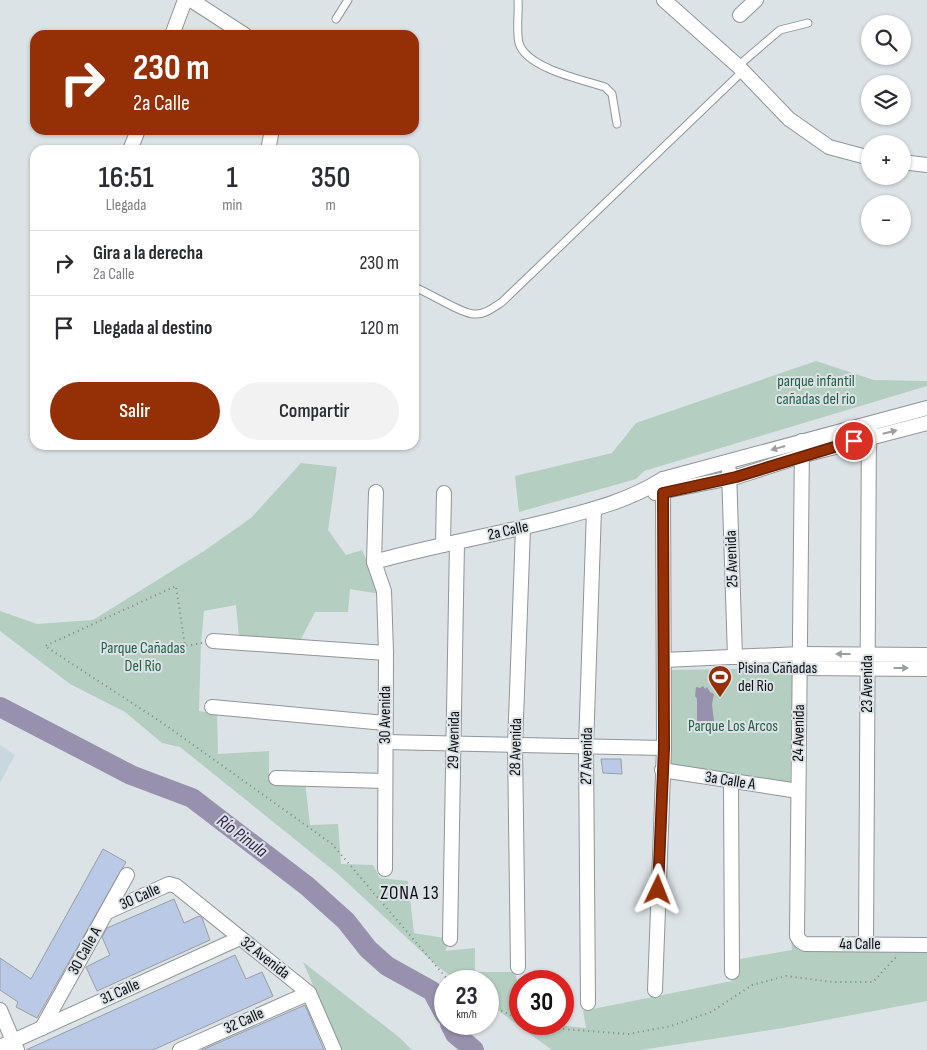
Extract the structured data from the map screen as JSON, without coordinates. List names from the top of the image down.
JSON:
{
  "streets": {
    "street": [
      "2a Calle",
      "25 Avenida",
      "23 Avenida",
      "30 Avenida",
      "24 Avenida",
      "29 Avenida",
      "28 Avenida",
      "27 Avenida",
      "3a Calle A",
      "30 Calle",
      "4a Calle",
      "30 Calle A",
      "32 Avenida",
      "31 Calle",
      "32 Calle"
    ]
  },
  "crossings": [
    ["2a Calle", "25 Avenida"],
    ["2a Calle", "23 Avenida"],
    ["2a Calle", "30 Avenida"],
    ["2a Calle", "24 Avenida"],
    ["2a Calle", "29 Avenida"],
    ["2a Calle", "28 Avenida"],
    ["2a Calle", "27 Avenida"],
    ["23 Avenida", "4a Calle"],
    ["24 Avenida", "3a Calle A"],
    ["24 Avenida", "4a Calle"],
    ["30 Calle", "30 Calle A"],
    ["30 Calle", "32 Avenida"],
    ["30 Calle A", "31 Calle"],
    ["32 Avenida", "31 Calle"],
    ["32 Avenida", "32 Calle"]
  ],
  "districts": ["ZONA 13"],
  "water": ["Río Pinula"],
  "parks": ["parque infantil cañadas del rio", "Parque Cañadas Del Rio", "Parque Los Arcos"],
  "places": {
    "sports": ["Pisina Cañadas del Rio"]
  },
  "page": {
    "map_buttons": ["+", "−"],
    "turn": ["230 m", "2a Calle"],
    "eta": [
      "16:51",
      "Llegada",
      "1",
      "min",
      "350",
      "m"
    ],
    "list": [
      {
        "name": "Gira a la derecha",
        "note": "2a Calle",
        "value": "230 m"
      },
      {
        "name": "Llegada al destino",
        "value": "120 m"
      }
    ],
    "buttons": ["Salir", "Compartir"],
    "speed": "23 km/h",
    "limit": "30"
  }
}
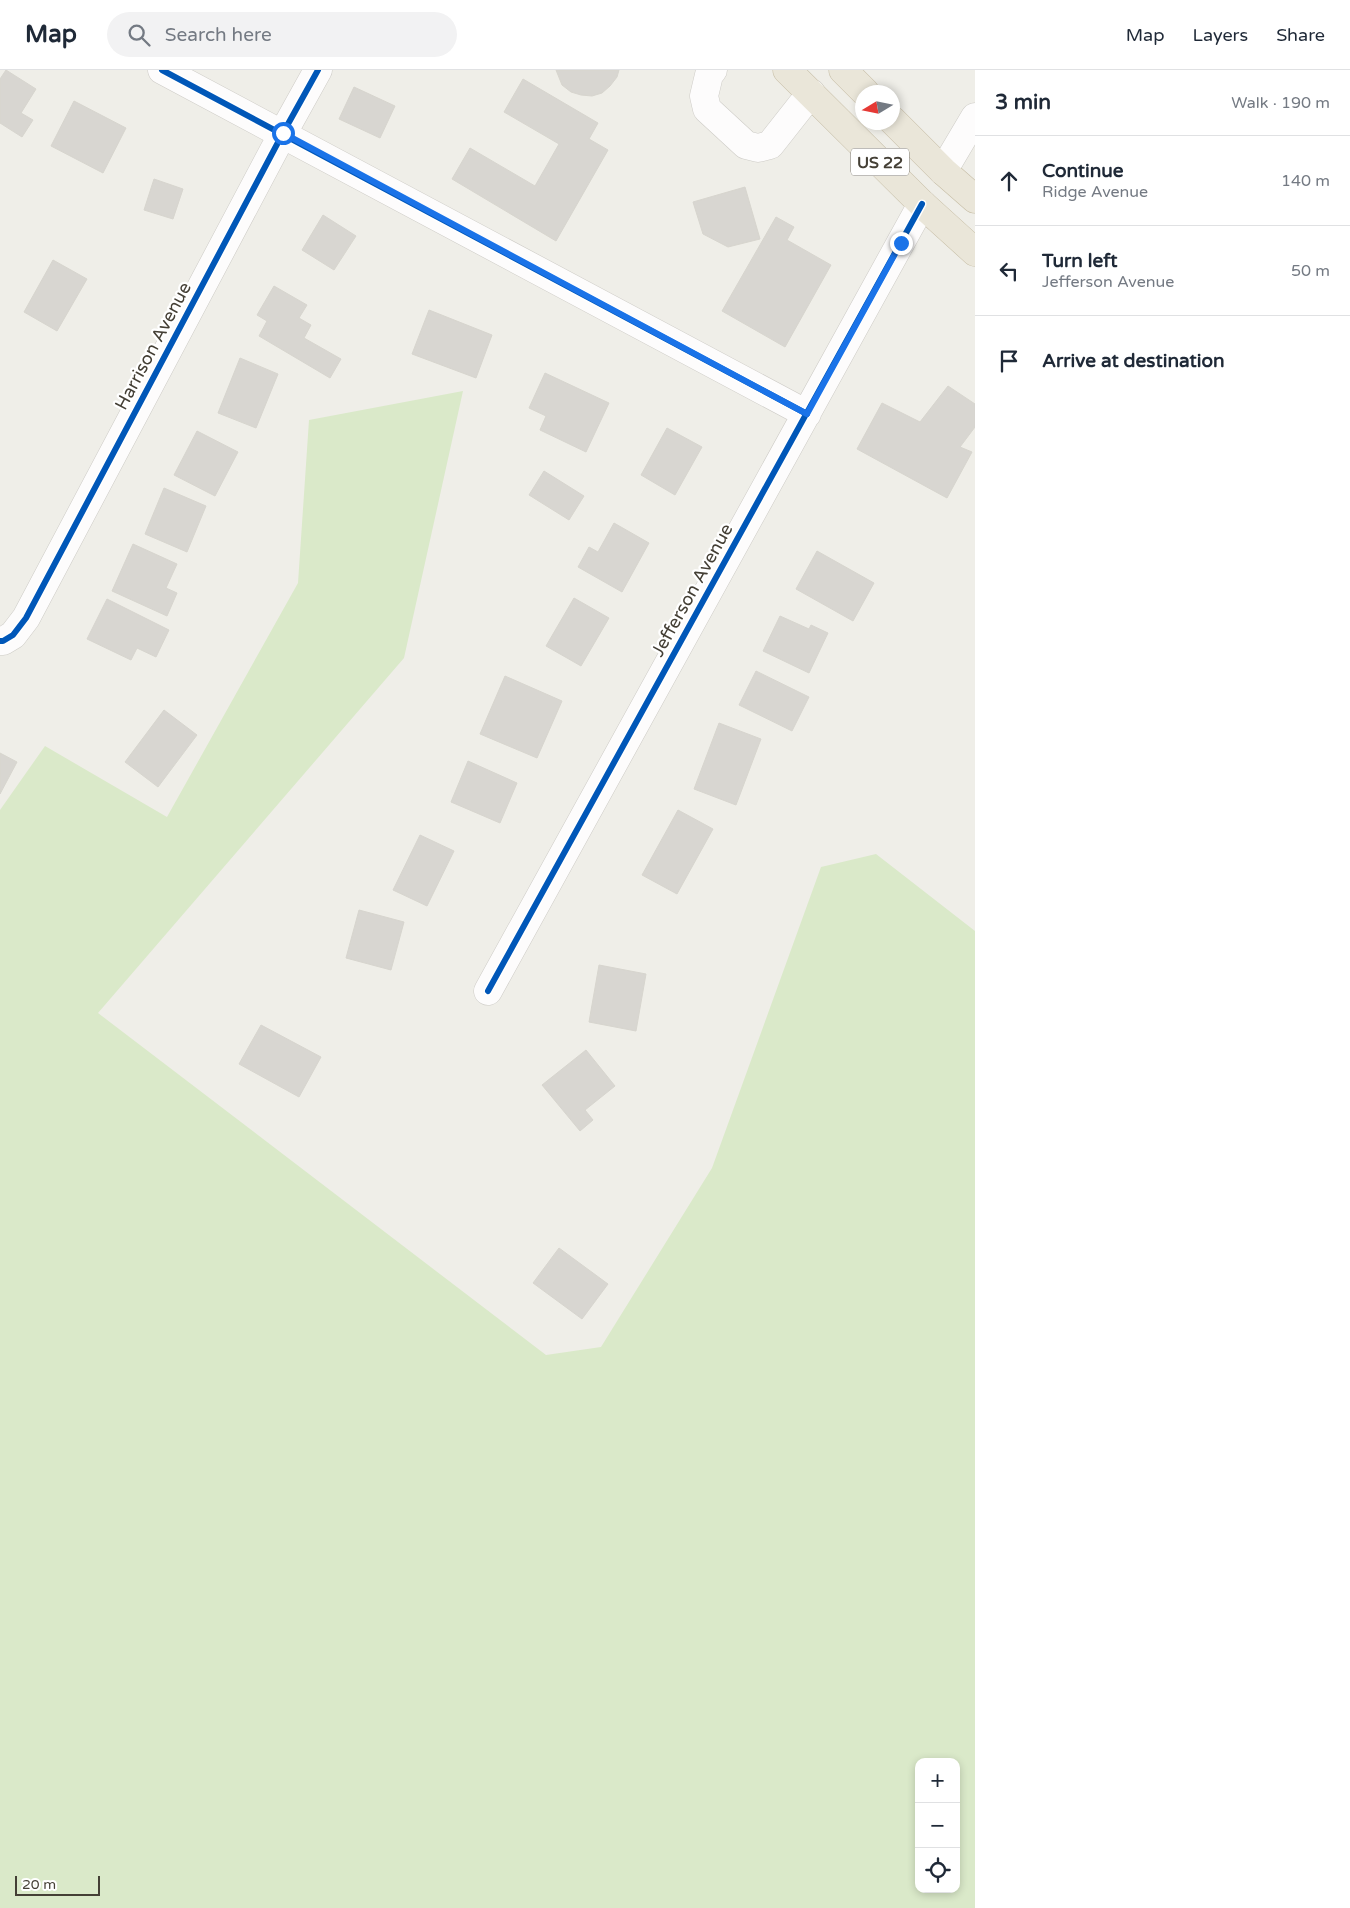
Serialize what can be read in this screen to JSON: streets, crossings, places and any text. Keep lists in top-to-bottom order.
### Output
{
  "streets": {
    "highway": ["US 22"],
    "street": ["Harrison Avenue", "Jefferson Avenue"]
  },
  "crossings": [
    ["US 22", "Jefferson Avenue"]
  ],
  "scale_bar": "20 m",
  "north": "left",
  "page": {
    "header": "Map",
    "search": "Search here",
    "nav": ["Map", "Layers", "Share"],
    "heading": ["3 min", "Walk · 190 m"],
    "list": [
      ["Continue", "Ridge Avenue", "140 m"],
      ["Turn left", "Jefferson Avenue", "50 m"],
      "Arrive at destination"
    ],
    "map_buttons": ["+", "−"],
    "scale": "20 m"
  }
}
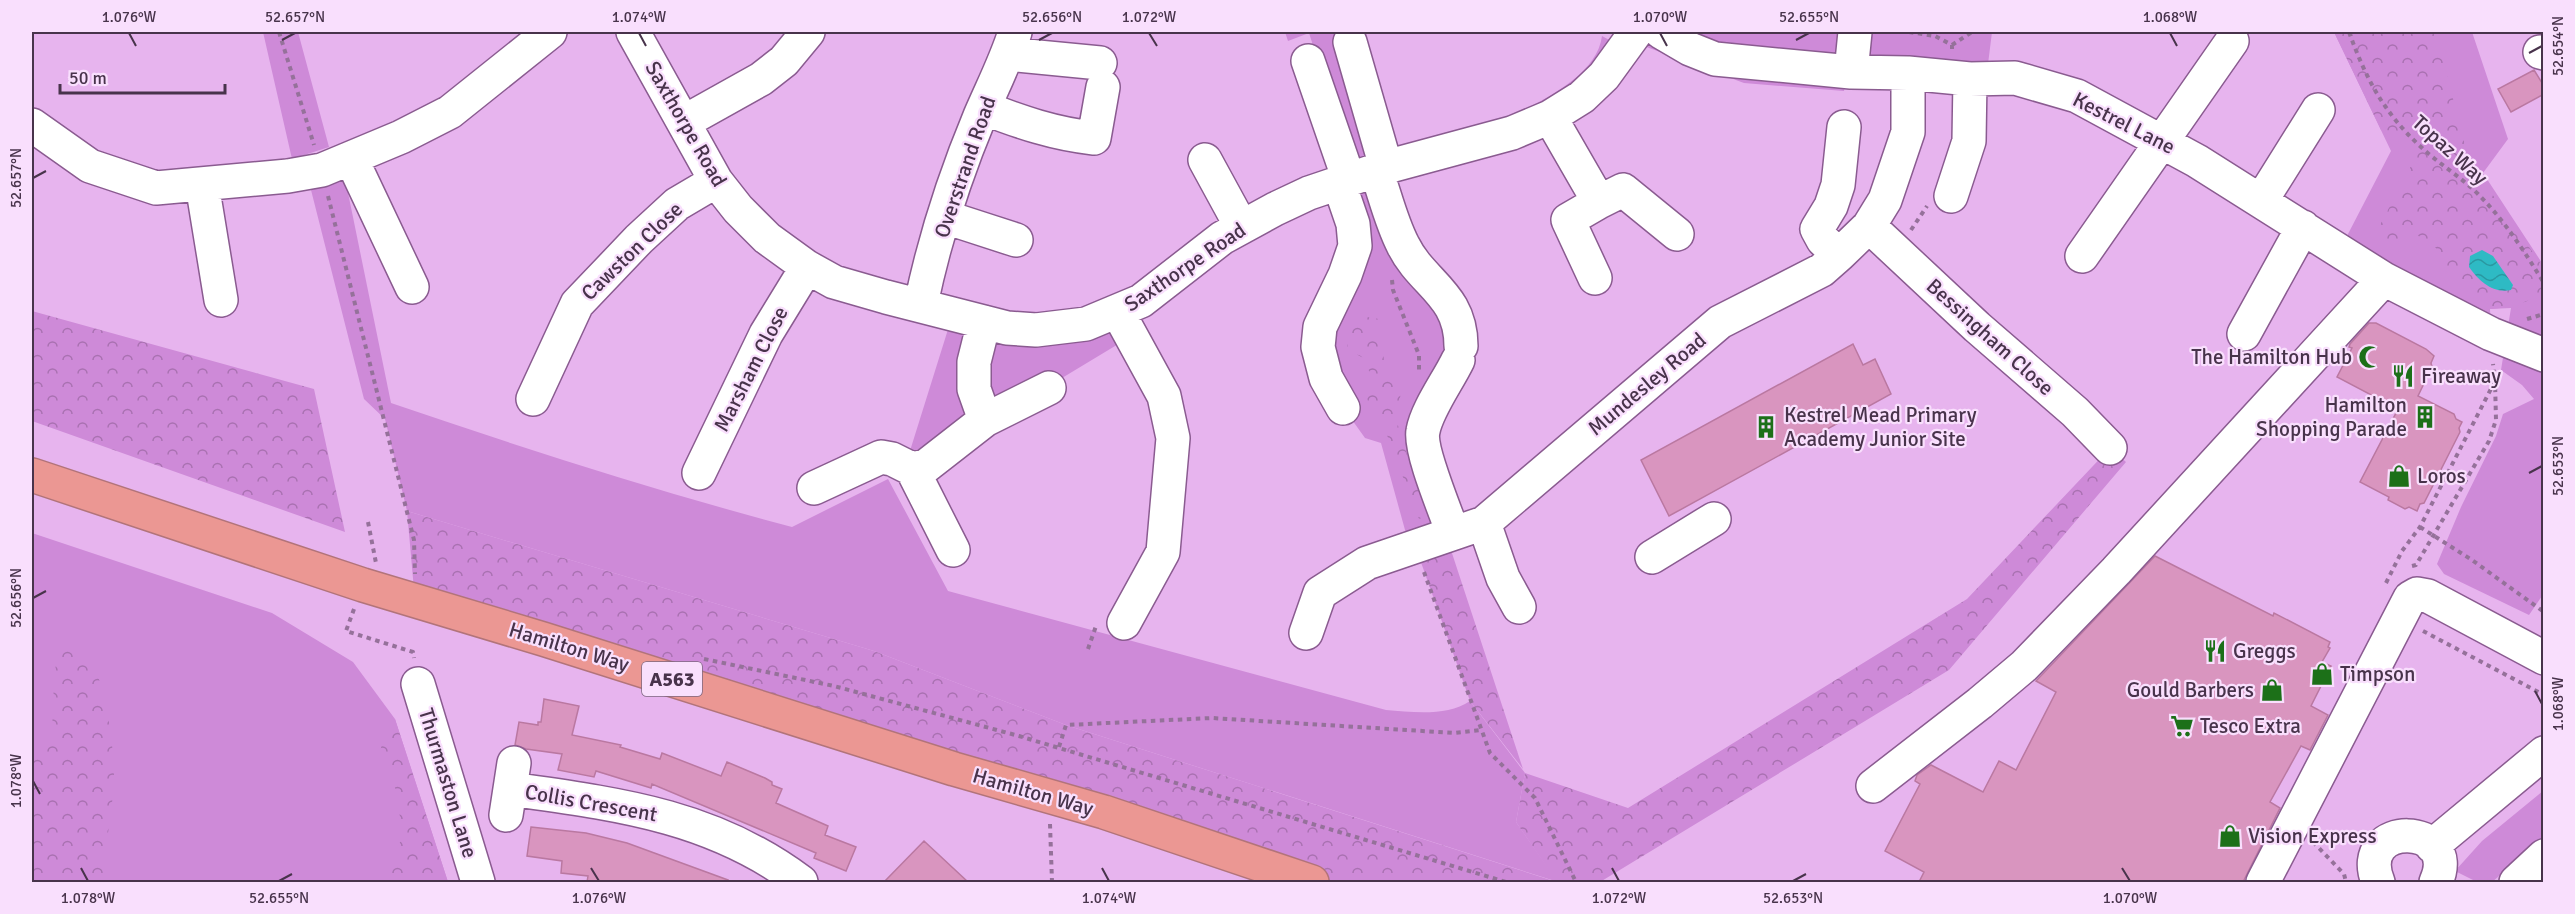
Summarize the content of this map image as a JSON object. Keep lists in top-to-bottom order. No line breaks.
{"streets":{"highway":["Hamilton Way","A563"],"street":["Kestrel Lane","Saxthorpe Road","Overstrand Road","Cawston Close","Bessingham Close","Marsham Close","Mundesley Road","Thurmaston Lane","Collis Crescent"],"path":["Topaz Way"]},"crossings":[["Kestrel Lane","Mundesley Road"],["Saxthorpe Road","Overstrand Road"],["Saxthorpe Road","Cawston Close"],["Saxthorpe Road","Marsham Close"],["Bessingham Close","Mundesley Road"]],"places":{"mosque":["The Hamilton Hub"],"restaurant":["Fireaway","Greggs"],"building":["Hamilton Shopping Parade","Kestrel Mead Primary Academy Junior Site"],"shop":["Loros","Timpson","Gould Barbers","Vision Express"],"supermarket":["Tesco Extra"]},"scale_bar":"50 m","coordinates":["1.076°W","52.657°N","1.074°W","52.656°N","1.072°W","1.070°W","52.655°N","1.068°W","52.654°N","52.653°N","1.078°W"]}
-*-
Exercise goal:
Could you write out the whole listing exactly, dropping the pictures?

The answer:
Extract the structured data from the map screen as JSON, without coordinates. List names from the top of the image down.
JSON:
{
  "streets": {
    "street": [
      "2a Calle",
      "25 Avenida",
      "23 Avenida",
      "30 Avenida",
      "24 Avenida",
      "29 Avenida",
      "28 Avenida",
      "27 Avenida",
      "3a Calle A",
      "30 Calle",
      "4a Calle",
      "30 Calle A",
      "32 Avenida",
      "31 Calle",
      "32 Calle"
    ]
  },
  "crossings": [
    ["2a Calle", "25 Avenida"],
    ["2a Calle", "23 Avenida"],
    ["2a Calle", "30 Avenida"],
    ["2a Calle", "24 Avenida"],
    ["2a Calle", "29 Avenida"],
    ["2a Calle", "28 Avenida"],
    ["2a Calle", "27 Avenida"],
    ["23 Avenida", "4a Calle"],
    ["24 Avenida", "3a Calle A"],
    ["24 Avenida", "4a Calle"],
    ["30 Calle", "30 Calle A"],
    ["30 Calle", "32 Avenida"],
    ["30 Calle A", "31 Calle"],
    ["32 Avenida", "31 Calle"],
    ["32 Avenida", "32 Calle"]
  ],
  "districts": ["ZONA 13"],
  "water": ["Río Pinula"],
  "parks": ["parque infantil cañadas del rio", "Parque Cañadas Del Rio", "Parque Los Arcos"],
  "places": {
    "sports": ["Pisina Cañadas del Rio"]
  },
  "page": {
    "map_buttons": ["+", "−"],
    "turn": ["230 m", "2a Calle"],
    "eta": [
      "16:51",
      "Llegada",
      "1",
      "min",
      "350",
      "m"
    ],
    "list": [
      {
        "name": "Gira a la derecha",
        "note": "2a Calle",
        "value": "230 m"
      },
      {
        "name": "Llegada al destino",
        "value": "120 m"
      }
    ],
    "buttons": ["Salir", "Compartir"],
    "speed": "23 km/h",
    "limit": "30"
  }
}
Serialize what can be read in this screen to JSON: streets, crossings, places and any text. Keep lists in top-to-bottom order.
### Output
{
  "streets": {
    "highway": ["US 22"],
    "street": ["Harrison Avenue", "Jefferson Avenue"]
  },
  "crossings": [
    ["US 22", "Jefferson Avenue"]
  ],
  "scale_bar": "20 m",
  "north": "left",
  "page": {
    "header": "Map",
    "search": "Search here",
    "nav": ["Map", "Layers", "Share"],
    "heading": ["3 min", "Walk · 190 m"],
    "list": [
      ["Continue", "Ridge Avenue", "140 m"],
      ["Turn left", "Jefferson Avenue", "50 m"],
      "Arrive at destination"
    ],
    "map_buttons": ["+", "−"],
    "scale": "20 m"
  }
}
Summarize the content of this map image as a JSON object. Keep lists in top-to-bottom order. No line breaks.
{"streets":{"highway":["Hamilton Way","A563"],"street":["Kestrel Lane","Saxthorpe Road","Overstrand Road","Cawston Close","Bessingham Close","Marsham Close","Mundesley Road","Thurmaston Lane","Collis Crescent"],"path":["Topaz Way"]},"crossings":[["Kestrel Lane","Mundesley Road"],["Saxthorpe Road","Overstrand Road"],["Saxthorpe Road","Cawston Close"],["Saxthorpe Road","Marsham Close"],["Bessingham Close","Mundesley Road"]],"places":{"mosque":["The Hamilton Hub"],"restaurant":["Fireaway","Greggs"],"building":["Hamilton Shopping Parade","Kestrel Mead Primary Academy Junior Site"],"shop":["Loros","Timpson","Gould Barbers","Vision Express"],"supermarket":["Tesco Extra"]},"scale_bar":"50 m","coordinates":["1.076°W","52.657°N","1.074°W","52.656°N","1.072°W","1.070°W","52.655°N","1.068°W","52.654°N","52.653°N","1.078°W"]}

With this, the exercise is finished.